A Embaixada do Brasil em Roma foi informada da ação pelos advogados. Ainda cabe recurso no âmbito judicial antes de o assunto ser submetido à decisão final do governo italiano.
Caso ocorra o retorno da ex-parlamentar ao Brasil, existe a possibilidade de cumprimento de pena na Penitenciária Feminina do Distrito Federal, conhecida como Colmeia, situada a cerca de 35 km do centro de Brasília. A unidade prisional tem capacidade para 1.062 detentas e abriga 809 presas atualmente.
Entenda o caso
Em maio de 2025, a Primeira Turma do STF (Supremo Tribunal Federal) condenou Zambelli por invasão ao sistema eletrônico do CNJ (Conselho Nacional de Justiça). A ação contou com auxílio do hacker Walter Delgatti, também condenado no processo.
Mesmo após essa decisão, não havia ordem de prisão contra Zambelli quando ela deixou o país. A medida foi determinada apenas depois de sua partida.
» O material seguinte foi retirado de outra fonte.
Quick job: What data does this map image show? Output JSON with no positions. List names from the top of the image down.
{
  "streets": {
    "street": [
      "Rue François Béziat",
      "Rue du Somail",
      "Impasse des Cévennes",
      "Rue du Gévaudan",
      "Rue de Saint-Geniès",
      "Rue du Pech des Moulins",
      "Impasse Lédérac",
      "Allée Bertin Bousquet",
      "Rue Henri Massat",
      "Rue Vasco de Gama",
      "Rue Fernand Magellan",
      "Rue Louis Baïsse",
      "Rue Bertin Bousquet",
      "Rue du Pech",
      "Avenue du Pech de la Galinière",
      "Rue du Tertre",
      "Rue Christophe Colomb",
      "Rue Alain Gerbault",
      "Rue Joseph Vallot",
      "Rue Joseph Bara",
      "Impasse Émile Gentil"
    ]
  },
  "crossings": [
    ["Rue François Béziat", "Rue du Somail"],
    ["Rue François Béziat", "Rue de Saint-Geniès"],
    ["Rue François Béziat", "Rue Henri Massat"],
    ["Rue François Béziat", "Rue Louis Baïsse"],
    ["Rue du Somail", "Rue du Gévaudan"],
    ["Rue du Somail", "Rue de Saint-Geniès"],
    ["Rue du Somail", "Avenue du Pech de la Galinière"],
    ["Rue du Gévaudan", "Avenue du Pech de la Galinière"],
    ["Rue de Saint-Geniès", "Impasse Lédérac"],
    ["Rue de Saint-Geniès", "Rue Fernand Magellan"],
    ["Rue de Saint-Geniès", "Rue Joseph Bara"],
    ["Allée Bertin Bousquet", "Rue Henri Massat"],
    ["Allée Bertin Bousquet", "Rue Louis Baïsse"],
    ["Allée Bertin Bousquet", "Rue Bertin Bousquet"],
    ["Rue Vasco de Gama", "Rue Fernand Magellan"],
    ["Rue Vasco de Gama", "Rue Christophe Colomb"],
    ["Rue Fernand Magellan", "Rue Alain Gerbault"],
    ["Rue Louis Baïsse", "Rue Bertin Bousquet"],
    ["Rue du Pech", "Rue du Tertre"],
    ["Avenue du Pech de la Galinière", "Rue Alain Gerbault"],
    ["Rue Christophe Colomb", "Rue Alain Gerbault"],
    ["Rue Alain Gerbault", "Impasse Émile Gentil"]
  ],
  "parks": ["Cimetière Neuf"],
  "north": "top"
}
O ministro Alexandre de Moraes exigiu o bloqueio de passaportes, salários e benefícios parlamentares, bem como a cobrança de uma multa de R$ 50 mil por publicações consideradas irregulares na internet.
Com a confirmação de que Carla Zambelli havia deixado o território nacional, o STF concluiu o julgamento e decretou o trânsito em julgado do caso, o que impediu a apresentação de novos recursos. Na sequência, Moraes formalizou o pedido de extradição.
Zambelli declarou ter saído do Brasil por motivos de saúde e em defesa da liberdade de expressão. Antes de chegar à Itália, país do qual possui cidadania, ela passou pelos Estados Unidos.